[Start of section]

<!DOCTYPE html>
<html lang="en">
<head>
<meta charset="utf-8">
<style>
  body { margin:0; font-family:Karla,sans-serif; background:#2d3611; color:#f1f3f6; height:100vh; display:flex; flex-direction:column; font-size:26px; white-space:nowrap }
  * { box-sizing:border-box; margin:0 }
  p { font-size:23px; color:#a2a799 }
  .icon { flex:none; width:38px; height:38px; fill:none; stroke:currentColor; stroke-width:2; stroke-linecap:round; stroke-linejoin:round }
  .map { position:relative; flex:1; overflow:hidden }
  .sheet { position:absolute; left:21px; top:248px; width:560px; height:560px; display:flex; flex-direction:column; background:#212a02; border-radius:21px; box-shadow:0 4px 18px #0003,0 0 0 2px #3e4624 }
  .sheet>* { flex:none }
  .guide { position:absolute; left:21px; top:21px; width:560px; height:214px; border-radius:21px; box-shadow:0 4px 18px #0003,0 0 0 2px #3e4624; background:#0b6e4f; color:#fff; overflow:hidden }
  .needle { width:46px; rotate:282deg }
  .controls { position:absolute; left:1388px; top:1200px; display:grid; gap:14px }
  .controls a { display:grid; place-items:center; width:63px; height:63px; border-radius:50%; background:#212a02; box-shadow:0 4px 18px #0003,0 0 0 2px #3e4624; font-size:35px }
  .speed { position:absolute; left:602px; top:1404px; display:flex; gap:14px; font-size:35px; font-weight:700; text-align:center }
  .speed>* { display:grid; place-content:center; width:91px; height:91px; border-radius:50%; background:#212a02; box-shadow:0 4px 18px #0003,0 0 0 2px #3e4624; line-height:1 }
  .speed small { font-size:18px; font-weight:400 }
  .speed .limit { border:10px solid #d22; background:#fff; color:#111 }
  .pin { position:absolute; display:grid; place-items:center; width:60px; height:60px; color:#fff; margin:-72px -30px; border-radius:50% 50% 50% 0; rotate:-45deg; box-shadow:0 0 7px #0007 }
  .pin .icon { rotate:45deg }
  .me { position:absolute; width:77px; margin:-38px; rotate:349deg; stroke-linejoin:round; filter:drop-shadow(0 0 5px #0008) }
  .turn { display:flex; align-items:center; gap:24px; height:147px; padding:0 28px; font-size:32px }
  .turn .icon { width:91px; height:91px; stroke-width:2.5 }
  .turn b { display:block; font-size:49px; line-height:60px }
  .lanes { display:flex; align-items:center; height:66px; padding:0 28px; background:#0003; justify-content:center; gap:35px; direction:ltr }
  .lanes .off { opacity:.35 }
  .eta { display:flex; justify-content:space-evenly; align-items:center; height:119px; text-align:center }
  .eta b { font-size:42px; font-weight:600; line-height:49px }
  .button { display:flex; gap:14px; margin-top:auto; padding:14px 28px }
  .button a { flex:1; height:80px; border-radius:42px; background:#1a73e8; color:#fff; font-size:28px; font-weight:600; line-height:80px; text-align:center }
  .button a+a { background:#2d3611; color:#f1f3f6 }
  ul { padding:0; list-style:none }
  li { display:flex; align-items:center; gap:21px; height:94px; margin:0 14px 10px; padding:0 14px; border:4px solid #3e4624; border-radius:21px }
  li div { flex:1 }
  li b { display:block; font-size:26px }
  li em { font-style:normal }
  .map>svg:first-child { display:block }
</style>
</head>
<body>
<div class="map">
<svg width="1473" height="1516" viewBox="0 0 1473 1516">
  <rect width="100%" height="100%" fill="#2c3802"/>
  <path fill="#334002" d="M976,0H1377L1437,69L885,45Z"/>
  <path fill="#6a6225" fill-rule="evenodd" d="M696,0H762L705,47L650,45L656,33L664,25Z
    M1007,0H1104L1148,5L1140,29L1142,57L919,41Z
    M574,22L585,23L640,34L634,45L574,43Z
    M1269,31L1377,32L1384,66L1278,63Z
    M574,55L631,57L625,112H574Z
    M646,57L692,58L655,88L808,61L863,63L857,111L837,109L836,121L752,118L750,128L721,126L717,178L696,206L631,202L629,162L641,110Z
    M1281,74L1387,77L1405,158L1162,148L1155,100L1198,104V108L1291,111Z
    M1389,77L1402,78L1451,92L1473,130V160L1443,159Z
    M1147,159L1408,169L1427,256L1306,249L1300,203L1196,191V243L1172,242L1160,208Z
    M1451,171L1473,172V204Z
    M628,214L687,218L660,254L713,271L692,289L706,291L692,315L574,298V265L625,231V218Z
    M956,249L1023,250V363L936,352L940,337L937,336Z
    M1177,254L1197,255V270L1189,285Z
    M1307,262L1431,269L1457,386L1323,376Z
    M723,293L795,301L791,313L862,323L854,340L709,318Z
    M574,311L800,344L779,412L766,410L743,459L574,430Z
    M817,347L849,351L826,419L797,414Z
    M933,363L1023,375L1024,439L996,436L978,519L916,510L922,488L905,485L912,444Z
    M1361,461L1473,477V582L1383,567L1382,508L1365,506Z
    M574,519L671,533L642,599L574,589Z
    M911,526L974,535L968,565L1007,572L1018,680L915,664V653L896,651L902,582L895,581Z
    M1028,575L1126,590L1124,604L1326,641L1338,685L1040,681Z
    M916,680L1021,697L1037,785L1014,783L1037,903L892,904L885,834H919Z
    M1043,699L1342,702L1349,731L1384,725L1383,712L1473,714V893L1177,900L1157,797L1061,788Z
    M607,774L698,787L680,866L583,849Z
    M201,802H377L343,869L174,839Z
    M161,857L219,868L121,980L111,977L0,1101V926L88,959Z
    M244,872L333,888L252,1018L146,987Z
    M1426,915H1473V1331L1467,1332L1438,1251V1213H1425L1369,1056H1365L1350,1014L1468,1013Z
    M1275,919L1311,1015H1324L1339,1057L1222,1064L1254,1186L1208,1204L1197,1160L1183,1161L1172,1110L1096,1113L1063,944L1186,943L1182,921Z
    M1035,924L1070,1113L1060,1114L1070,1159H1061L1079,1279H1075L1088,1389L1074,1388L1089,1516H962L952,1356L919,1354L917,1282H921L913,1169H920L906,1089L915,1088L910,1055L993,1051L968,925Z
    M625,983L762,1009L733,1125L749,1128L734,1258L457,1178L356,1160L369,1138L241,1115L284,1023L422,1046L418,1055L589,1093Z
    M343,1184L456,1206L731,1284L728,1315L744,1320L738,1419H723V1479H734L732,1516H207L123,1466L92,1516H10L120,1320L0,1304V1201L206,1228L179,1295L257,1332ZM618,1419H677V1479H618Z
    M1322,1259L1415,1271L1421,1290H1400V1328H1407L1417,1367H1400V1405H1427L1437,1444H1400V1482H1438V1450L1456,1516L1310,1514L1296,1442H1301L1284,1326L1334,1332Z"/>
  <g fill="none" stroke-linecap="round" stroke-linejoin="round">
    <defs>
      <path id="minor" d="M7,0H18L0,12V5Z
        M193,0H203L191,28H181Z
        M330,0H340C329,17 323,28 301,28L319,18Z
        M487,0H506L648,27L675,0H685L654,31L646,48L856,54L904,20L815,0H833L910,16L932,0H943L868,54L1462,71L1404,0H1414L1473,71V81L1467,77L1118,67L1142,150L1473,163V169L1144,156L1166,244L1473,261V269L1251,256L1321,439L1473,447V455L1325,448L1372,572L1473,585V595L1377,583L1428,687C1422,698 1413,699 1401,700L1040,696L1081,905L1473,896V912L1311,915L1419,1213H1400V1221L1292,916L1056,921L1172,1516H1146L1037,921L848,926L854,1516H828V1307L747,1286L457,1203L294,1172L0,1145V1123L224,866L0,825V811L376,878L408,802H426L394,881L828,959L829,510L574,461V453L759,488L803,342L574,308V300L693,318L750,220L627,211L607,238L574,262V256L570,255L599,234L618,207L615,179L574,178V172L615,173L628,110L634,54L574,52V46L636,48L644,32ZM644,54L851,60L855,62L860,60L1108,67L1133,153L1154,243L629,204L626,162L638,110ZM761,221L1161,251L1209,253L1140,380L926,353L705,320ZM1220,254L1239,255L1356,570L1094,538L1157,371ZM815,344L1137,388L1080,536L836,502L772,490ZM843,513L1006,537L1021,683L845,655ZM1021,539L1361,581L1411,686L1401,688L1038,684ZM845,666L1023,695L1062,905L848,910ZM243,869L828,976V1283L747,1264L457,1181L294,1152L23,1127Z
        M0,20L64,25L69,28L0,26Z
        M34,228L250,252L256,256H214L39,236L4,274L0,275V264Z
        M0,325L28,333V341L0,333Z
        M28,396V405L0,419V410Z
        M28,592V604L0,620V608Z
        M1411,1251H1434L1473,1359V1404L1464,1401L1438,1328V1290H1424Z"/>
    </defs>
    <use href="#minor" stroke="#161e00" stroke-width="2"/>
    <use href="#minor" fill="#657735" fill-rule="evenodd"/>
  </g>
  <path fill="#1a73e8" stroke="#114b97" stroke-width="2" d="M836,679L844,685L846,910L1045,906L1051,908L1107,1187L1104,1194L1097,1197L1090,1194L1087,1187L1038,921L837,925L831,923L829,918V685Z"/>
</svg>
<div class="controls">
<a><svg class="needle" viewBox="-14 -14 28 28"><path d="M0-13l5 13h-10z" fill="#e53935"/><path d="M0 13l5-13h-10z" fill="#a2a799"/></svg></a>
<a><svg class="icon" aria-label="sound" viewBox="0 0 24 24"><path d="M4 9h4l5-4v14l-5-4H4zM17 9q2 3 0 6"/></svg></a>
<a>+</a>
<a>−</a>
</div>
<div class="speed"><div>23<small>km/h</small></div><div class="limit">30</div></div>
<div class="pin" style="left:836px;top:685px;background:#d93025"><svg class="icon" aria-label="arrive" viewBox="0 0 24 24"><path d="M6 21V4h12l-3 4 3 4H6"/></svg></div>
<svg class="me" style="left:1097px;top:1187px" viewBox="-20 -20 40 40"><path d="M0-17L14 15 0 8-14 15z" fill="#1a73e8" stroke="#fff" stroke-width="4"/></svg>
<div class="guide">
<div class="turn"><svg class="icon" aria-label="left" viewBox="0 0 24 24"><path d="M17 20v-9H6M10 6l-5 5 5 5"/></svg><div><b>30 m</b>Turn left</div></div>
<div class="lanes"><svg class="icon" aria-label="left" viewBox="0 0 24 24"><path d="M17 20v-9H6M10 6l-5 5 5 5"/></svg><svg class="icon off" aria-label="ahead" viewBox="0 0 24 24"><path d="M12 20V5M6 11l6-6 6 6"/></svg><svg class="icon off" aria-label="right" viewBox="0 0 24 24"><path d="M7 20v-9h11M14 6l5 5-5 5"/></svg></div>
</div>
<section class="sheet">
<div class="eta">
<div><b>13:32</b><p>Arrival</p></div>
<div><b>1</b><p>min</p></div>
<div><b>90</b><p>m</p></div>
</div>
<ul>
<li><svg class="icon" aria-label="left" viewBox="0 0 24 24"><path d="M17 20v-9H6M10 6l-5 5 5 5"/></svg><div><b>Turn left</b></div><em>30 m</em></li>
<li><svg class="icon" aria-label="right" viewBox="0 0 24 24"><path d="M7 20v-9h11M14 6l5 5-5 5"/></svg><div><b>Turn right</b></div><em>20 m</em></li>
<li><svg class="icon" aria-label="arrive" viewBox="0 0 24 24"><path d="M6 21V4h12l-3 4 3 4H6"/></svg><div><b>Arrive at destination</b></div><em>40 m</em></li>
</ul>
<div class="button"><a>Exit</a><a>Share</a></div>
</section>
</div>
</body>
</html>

[End of section]

Exercise requirements. With the first line of the records as the start and the line holding "margin:0; font-family:Karla,sans-serif; background:#2d3611;" as the end, please copy exactly those lines and no others.

Response area.
<!DOCTYPE html>
<html lang="en">
<head>
<meta charset="utf-8">
<style>
  body { margin:0; font-family:Karla,sans-serif; background:#2d3611; color:#f1f3f6; height:100vh; display:flex; flex-direction:column; font-size:26px; white-space:nowrap }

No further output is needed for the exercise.